§ What you have to do
Each record is to be duplicated exactly, with nothing added.

§ Stored data

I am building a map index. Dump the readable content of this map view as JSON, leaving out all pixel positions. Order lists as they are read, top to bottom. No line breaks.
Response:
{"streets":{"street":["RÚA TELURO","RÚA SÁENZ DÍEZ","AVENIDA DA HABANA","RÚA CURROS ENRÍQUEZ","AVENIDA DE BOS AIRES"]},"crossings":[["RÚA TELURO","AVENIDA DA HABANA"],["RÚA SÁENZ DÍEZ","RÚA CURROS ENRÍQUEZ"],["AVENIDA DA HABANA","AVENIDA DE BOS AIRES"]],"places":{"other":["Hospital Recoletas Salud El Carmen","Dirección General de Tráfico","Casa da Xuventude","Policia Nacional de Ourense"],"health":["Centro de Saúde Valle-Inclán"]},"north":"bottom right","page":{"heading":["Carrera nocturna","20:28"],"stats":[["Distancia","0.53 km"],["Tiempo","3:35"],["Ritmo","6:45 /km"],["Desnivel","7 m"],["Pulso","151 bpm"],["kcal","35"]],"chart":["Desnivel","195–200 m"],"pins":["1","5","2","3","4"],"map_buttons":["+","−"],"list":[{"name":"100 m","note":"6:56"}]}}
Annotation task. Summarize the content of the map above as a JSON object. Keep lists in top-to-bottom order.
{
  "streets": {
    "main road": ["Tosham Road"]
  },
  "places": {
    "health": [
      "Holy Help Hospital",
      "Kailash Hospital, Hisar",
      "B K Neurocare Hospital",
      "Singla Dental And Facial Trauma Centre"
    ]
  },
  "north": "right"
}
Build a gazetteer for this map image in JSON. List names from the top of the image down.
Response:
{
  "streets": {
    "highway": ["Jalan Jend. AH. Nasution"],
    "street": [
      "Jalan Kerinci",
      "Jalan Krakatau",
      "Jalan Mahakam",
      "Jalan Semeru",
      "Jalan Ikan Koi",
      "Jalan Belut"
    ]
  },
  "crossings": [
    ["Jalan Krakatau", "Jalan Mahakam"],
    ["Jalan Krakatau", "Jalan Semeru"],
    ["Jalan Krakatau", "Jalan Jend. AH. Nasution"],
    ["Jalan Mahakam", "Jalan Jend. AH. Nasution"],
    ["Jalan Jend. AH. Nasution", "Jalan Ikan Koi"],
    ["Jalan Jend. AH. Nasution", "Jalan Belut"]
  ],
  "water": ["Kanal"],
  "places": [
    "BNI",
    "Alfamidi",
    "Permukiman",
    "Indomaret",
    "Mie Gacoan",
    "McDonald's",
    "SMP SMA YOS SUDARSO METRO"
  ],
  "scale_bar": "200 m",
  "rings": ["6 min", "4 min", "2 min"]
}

§ Output
I am building a map index. Dump the readable content of this map view as JSON, leaving out all pixel positions. Order lists as they are read, top to bottom. No line breaks.
Response:
{"streets":{"street":["RÚA TELURO","RÚA SÁENZ DÍEZ","AVENIDA DA HABANA","RÚA CURROS ENRÍQUEZ","AVENIDA DE BOS AIRES"]},"crossings":[["RÚA TELURO","AVENIDA DA HABANA"],["RÚA SÁENZ DÍEZ","RÚA CURROS ENRÍQUEZ"],["AVENIDA DA HABANA","AVENIDA DE BOS AIRES"]],"places":{"other":["Hospital Recoletas Salud El Carmen","Dirección General de Tráfico","Casa da Xuventude","Policia Nacional de Ourense"],"health":["Centro de Saúde Valle-Inclán"]},"north":"bottom right","page":{"heading":["Carrera nocturna","20:28"],"stats":[["Distancia","0.53 km"],["Tiempo","3:35"],["Ritmo","6:45 /km"],["Desnivel","7 m"],["Pulso","151 bpm"],["kcal","35"]],"chart":["Desnivel","195–200 m"],"pins":["1","5","2","3","4"],"map_buttons":["+","−"],"list":[{"name":"100 m","note":"6:56"}]}}
Annotation task. Summarize the content of the map above as a JSON object. Keep lists in top-to-bottom order.
{
  "streets": {
    "main road": ["Tosham Road"]
  },
  "places": {
    "health": [
      "Holy Help Hospital",
      "Kailash Hospital, Hisar",
      "B K Neurocare Hospital",
      "Singla Dental And Facial Trauma Centre"
    ]
  },
  "north": "right"
}
Build a gazetteer for this map image in JSON. List names from the top of the image down.
Response:
{
  "streets": {
    "highway": ["Jalan Jend. AH. Nasution"],
    "street": [
      "Jalan Kerinci",
      "Jalan Krakatau",
      "Jalan Mahakam",
      "Jalan Semeru",
      "Jalan Ikan Koi",
      "Jalan Belut"
    ]
  },
  "crossings": [
    ["Jalan Krakatau", "Jalan Mahakam"],
    ["Jalan Krakatau", "Jalan Semeru"],
    ["Jalan Krakatau", "Jalan Jend. AH. Nasution"],
    ["Jalan Mahakam", "Jalan Jend. AH. Nasution"],
    ["Jalan Jend. AH. Nasution", "Jalan Ikan Koi"],
    ["Jalan Jend. AH. Nasution", "Jalan Belut"]
  ],
  "water": ["Kanal"],
  "places": [
    "BNI",
    "Alfamidi",
    "Permukiman",
    "Indomaret",
    "Mie Gacoan",
    "McDonald's",
    "SMP SMA YOS SUDARSO METRO"
  ],
  "scale_bar": "200 m",
  "rings": ["6 min", "4 min", "2 min"]
}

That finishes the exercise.